▶ Exercise:
Show each line in the listing below that contains the word "Чайсовхоза".

▶ Given information:
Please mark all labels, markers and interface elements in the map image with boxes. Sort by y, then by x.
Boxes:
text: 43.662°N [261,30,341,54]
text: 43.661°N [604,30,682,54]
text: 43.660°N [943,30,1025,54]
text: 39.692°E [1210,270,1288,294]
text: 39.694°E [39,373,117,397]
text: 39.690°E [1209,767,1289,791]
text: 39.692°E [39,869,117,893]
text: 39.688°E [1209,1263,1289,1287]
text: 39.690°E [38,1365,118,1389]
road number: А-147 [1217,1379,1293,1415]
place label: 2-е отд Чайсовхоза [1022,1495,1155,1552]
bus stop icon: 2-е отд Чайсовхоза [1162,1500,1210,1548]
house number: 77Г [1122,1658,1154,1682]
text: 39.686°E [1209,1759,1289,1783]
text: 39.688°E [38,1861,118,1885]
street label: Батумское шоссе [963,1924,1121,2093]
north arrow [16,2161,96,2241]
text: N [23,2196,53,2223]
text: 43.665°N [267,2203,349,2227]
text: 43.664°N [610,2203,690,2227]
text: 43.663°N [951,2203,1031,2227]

▶ Completed exercise:
place label: 2-е отд Чайсовхоза [1022,1495,1155,1552]
bus stop icon: 2-е отд Чайсовхоза [1162,1500,1210,1548]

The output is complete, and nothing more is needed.